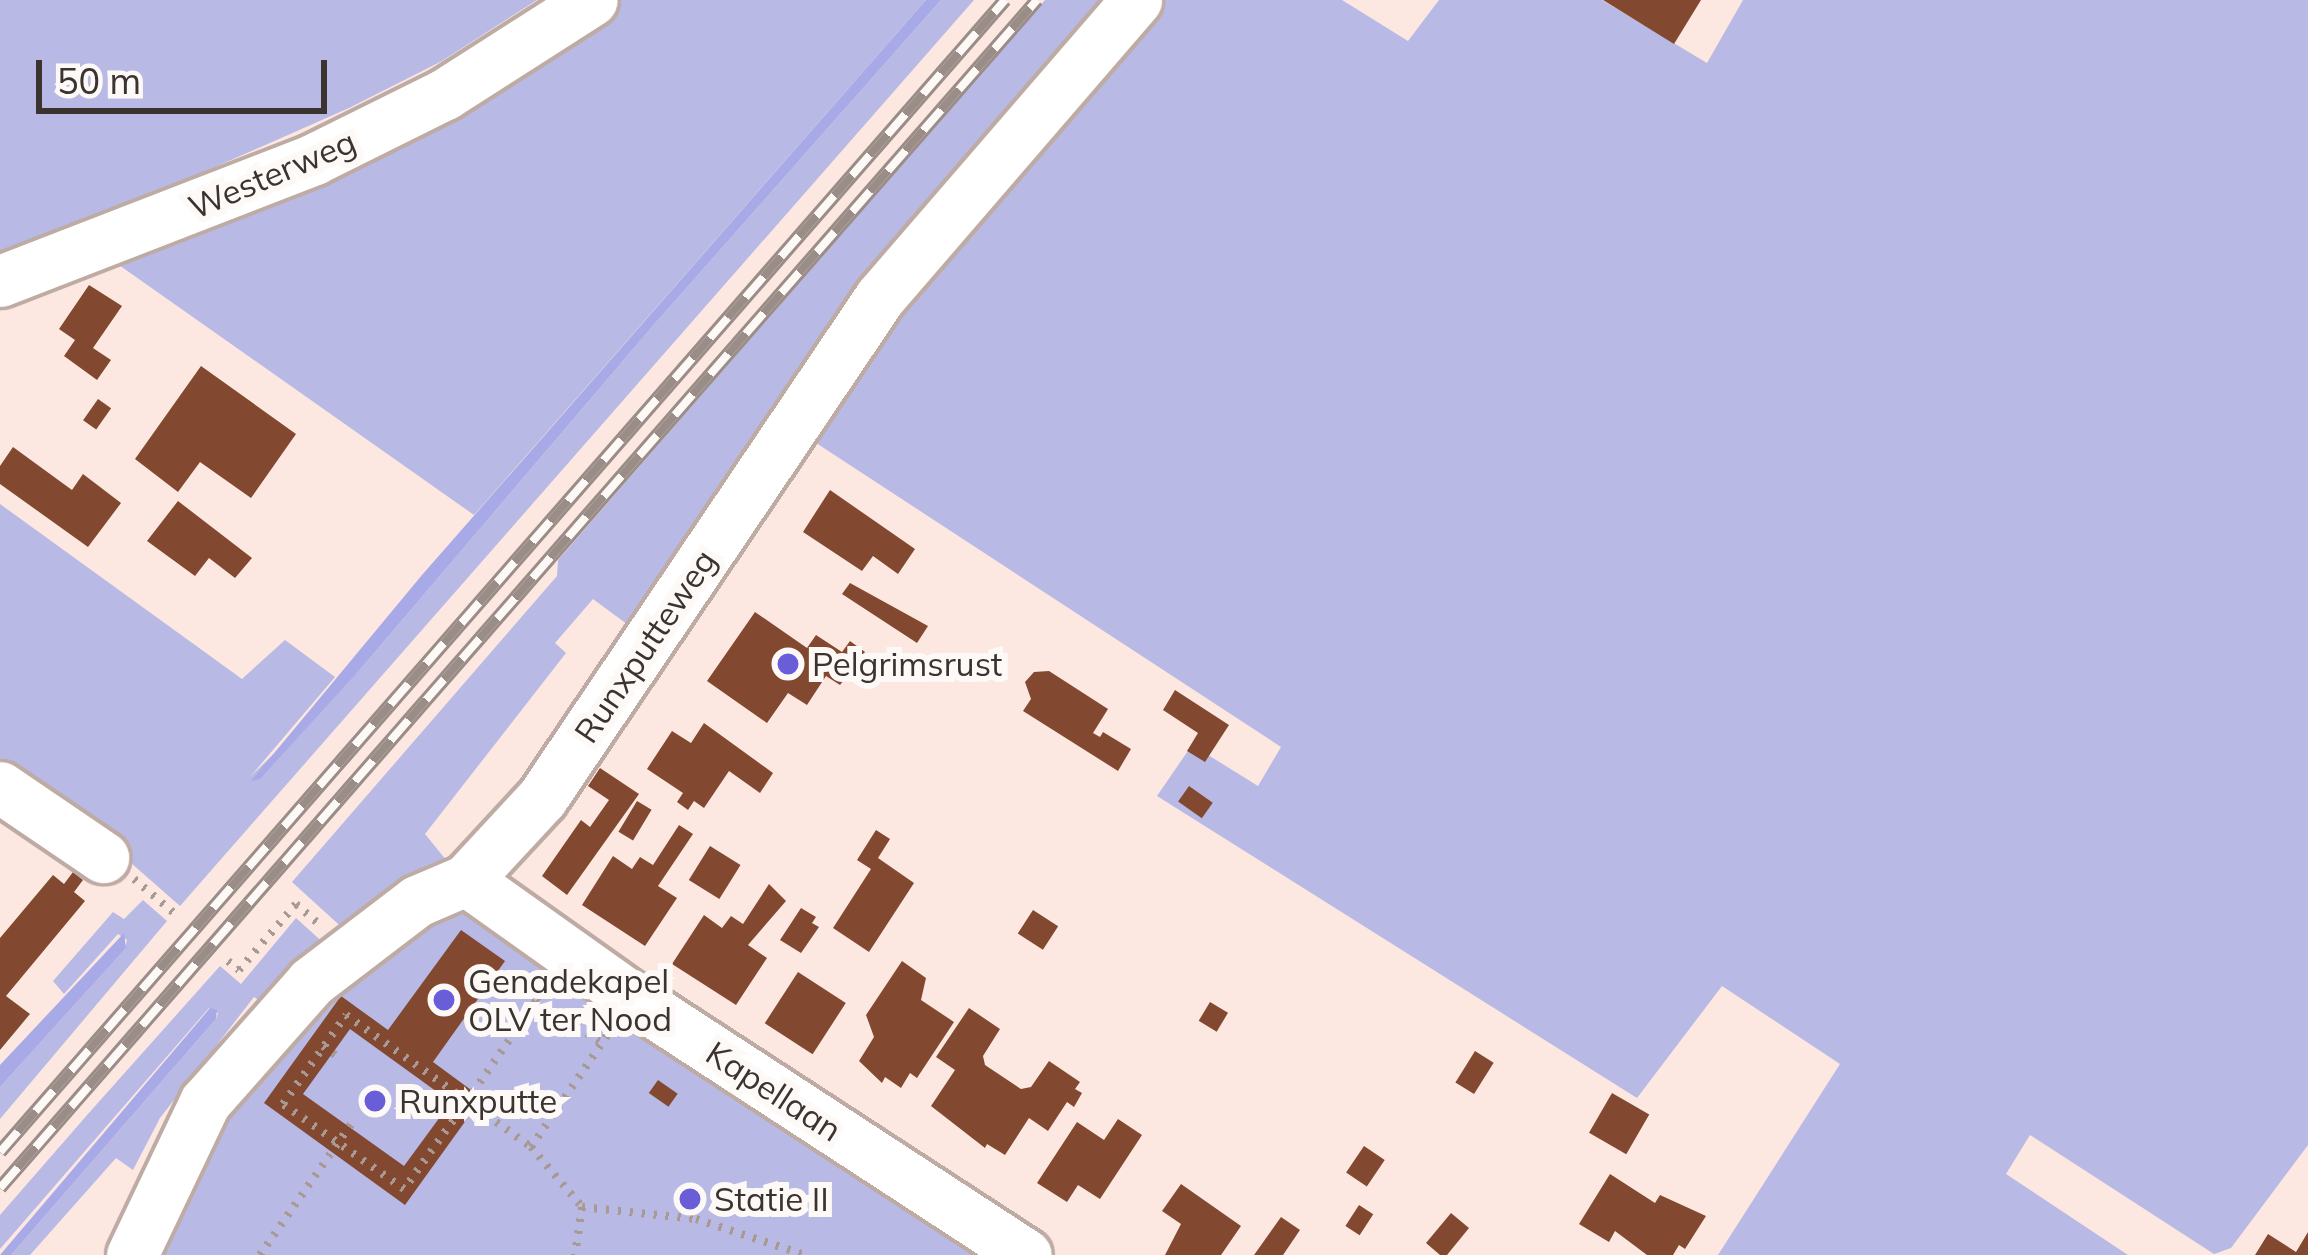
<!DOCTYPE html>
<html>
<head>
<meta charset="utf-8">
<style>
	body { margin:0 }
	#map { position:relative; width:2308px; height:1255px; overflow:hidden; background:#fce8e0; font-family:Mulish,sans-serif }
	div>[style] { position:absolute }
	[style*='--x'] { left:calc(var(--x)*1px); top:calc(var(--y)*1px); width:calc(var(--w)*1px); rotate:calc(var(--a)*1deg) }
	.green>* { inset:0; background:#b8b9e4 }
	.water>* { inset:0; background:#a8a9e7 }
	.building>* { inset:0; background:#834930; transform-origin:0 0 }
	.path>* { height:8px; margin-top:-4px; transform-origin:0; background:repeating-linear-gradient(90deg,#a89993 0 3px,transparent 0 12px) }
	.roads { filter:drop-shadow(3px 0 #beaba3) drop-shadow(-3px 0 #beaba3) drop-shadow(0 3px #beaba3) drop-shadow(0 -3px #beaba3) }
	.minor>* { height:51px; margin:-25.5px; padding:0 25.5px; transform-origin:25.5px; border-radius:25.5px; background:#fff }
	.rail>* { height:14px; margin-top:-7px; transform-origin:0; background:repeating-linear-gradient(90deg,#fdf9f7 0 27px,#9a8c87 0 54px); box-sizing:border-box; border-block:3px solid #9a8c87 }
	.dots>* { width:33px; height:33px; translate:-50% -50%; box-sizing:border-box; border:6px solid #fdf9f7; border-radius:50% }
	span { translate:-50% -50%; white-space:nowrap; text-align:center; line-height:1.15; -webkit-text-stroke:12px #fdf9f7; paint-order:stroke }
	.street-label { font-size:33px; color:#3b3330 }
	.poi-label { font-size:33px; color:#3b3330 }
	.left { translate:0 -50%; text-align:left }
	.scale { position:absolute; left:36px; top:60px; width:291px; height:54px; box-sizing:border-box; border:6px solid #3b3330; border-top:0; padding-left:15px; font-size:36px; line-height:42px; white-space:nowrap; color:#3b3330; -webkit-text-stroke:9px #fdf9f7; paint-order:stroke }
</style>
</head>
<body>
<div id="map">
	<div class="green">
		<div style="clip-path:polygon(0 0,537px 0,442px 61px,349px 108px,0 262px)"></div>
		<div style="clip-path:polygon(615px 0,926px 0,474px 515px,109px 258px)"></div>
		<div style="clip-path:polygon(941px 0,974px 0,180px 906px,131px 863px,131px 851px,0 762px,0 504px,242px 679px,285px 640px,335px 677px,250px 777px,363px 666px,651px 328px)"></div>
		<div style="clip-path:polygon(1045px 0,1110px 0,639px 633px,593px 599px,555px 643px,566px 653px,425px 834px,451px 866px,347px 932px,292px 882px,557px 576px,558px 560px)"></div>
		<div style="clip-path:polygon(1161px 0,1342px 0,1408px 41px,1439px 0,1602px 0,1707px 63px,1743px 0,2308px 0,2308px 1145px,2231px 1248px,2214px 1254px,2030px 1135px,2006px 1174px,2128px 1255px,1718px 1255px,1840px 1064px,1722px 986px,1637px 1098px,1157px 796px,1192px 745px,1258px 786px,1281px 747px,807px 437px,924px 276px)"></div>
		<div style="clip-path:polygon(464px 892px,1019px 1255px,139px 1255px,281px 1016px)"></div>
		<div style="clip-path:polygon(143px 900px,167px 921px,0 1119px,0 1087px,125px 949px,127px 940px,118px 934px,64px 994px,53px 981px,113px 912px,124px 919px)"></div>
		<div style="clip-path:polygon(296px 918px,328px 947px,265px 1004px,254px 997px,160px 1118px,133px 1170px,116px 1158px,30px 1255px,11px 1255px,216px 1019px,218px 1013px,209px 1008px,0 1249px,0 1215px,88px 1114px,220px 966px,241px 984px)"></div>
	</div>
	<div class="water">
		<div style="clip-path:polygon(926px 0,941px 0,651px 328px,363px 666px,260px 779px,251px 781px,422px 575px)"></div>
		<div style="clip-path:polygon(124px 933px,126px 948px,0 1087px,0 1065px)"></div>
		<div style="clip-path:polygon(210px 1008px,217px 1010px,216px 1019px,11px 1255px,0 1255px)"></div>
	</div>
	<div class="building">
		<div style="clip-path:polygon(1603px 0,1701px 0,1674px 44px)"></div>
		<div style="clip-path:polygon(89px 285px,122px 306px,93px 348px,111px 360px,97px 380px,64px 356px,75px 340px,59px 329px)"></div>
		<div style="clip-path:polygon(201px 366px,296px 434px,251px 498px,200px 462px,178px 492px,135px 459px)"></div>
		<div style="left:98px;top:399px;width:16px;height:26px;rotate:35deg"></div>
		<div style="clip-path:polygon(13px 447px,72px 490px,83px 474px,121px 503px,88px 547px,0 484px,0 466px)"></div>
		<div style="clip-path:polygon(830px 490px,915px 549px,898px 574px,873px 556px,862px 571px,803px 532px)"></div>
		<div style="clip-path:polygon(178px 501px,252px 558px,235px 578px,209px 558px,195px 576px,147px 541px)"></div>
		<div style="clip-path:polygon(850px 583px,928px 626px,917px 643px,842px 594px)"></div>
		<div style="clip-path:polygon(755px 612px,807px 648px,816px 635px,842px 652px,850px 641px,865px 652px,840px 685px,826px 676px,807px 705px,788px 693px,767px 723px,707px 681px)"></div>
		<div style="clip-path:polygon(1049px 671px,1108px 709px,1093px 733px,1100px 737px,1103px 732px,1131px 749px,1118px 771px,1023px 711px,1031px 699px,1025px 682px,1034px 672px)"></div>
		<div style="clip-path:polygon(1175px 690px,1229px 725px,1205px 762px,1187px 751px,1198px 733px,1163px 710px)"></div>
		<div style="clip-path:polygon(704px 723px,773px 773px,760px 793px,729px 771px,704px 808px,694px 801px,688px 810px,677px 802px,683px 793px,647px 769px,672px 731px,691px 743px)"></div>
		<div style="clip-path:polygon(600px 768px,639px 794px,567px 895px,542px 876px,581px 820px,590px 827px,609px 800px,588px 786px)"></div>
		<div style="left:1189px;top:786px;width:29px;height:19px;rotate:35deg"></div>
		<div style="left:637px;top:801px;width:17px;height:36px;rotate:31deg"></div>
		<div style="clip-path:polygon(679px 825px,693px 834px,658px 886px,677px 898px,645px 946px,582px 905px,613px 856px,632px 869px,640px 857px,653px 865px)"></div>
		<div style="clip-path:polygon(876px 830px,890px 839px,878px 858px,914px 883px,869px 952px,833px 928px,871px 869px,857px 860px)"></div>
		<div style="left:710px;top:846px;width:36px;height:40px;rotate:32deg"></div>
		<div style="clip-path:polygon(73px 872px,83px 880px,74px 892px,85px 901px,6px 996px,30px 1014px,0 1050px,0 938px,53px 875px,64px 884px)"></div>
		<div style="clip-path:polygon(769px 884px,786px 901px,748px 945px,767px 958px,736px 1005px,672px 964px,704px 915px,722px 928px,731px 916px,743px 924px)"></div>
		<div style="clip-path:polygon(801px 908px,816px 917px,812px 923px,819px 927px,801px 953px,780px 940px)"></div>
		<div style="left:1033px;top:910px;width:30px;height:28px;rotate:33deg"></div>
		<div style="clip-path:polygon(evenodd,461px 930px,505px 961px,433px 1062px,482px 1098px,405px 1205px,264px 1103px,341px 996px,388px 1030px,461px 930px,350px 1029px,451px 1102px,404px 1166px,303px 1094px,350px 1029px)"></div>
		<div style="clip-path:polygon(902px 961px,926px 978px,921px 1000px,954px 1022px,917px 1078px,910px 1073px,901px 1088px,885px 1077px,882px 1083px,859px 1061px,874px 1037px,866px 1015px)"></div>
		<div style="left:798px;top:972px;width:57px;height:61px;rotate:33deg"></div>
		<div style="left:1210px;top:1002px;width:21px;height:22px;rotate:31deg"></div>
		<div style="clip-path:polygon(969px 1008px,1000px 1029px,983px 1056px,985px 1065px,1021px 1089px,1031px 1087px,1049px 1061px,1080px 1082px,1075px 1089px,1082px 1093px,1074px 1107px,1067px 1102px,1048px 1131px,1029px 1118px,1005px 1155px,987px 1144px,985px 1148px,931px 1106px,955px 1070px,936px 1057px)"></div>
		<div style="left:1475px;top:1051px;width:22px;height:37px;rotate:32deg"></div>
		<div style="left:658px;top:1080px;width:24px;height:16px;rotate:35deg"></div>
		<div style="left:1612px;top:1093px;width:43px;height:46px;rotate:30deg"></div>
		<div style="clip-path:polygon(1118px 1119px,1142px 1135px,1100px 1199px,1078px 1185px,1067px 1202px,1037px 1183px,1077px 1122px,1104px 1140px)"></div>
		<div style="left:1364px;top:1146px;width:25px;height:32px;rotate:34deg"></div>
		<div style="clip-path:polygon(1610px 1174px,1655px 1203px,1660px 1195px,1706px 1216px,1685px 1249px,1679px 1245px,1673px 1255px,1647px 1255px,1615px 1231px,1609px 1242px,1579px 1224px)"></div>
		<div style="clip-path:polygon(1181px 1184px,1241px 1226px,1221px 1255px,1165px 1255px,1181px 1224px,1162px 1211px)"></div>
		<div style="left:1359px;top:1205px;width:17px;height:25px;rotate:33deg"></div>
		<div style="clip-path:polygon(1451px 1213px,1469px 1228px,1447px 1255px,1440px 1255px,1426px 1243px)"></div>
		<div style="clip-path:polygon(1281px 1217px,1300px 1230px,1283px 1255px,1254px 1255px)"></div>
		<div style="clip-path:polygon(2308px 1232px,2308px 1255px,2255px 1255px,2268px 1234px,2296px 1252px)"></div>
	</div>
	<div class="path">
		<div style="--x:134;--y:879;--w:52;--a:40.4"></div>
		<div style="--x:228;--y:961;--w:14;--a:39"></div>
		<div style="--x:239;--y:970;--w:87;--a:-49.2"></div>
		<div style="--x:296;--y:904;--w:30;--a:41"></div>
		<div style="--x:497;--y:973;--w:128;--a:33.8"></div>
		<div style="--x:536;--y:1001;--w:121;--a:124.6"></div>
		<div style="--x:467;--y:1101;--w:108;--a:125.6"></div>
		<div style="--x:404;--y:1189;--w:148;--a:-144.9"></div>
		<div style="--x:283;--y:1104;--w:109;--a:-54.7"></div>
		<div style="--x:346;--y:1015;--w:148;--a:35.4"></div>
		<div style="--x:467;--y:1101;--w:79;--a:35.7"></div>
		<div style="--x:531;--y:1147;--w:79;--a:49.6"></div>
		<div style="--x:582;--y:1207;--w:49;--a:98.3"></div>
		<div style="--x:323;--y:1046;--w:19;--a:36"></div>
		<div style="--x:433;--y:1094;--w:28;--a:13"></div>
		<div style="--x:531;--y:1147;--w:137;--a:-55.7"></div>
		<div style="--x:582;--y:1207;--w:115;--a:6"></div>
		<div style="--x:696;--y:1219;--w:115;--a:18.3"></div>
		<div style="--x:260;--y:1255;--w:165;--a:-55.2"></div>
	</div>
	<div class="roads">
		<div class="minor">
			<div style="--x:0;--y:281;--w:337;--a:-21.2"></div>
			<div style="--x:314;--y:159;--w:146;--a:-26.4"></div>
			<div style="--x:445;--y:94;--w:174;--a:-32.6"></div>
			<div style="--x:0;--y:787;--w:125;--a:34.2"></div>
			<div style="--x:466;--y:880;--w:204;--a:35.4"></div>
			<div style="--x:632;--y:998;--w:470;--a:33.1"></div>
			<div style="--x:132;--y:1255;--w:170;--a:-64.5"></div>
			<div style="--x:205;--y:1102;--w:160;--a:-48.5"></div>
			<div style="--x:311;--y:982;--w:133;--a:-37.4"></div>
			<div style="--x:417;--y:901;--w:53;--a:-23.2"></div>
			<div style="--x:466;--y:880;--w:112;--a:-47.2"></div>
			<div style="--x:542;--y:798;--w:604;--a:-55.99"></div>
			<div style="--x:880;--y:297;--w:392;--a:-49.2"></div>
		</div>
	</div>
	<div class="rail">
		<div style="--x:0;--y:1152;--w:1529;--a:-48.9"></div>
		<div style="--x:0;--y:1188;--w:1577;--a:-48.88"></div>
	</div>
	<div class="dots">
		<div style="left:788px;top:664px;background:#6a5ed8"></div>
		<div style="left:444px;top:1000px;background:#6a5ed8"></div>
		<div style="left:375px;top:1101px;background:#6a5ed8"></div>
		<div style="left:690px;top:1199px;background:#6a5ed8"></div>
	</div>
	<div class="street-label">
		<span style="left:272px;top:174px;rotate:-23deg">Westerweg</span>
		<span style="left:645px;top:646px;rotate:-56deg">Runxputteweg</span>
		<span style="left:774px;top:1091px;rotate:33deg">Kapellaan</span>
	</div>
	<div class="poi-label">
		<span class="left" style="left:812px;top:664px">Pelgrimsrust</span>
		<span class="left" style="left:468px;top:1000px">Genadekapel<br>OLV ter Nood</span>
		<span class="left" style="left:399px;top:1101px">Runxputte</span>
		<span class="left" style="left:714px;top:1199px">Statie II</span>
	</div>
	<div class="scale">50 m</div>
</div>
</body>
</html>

* * * * * * *

▶ **Exercise instructions**:
Lines that contain the string "roads" should be copied from the material above.

▶ **Exercise solution**:
	.roads { filter:drop-shadow(3px 0 #beaba3) drop-shadow(-3px 0 #beaba3) drop-shadow(0 3px #beaba3) drop-shadow(0 -3px #beaba3) }
	<div class="roads">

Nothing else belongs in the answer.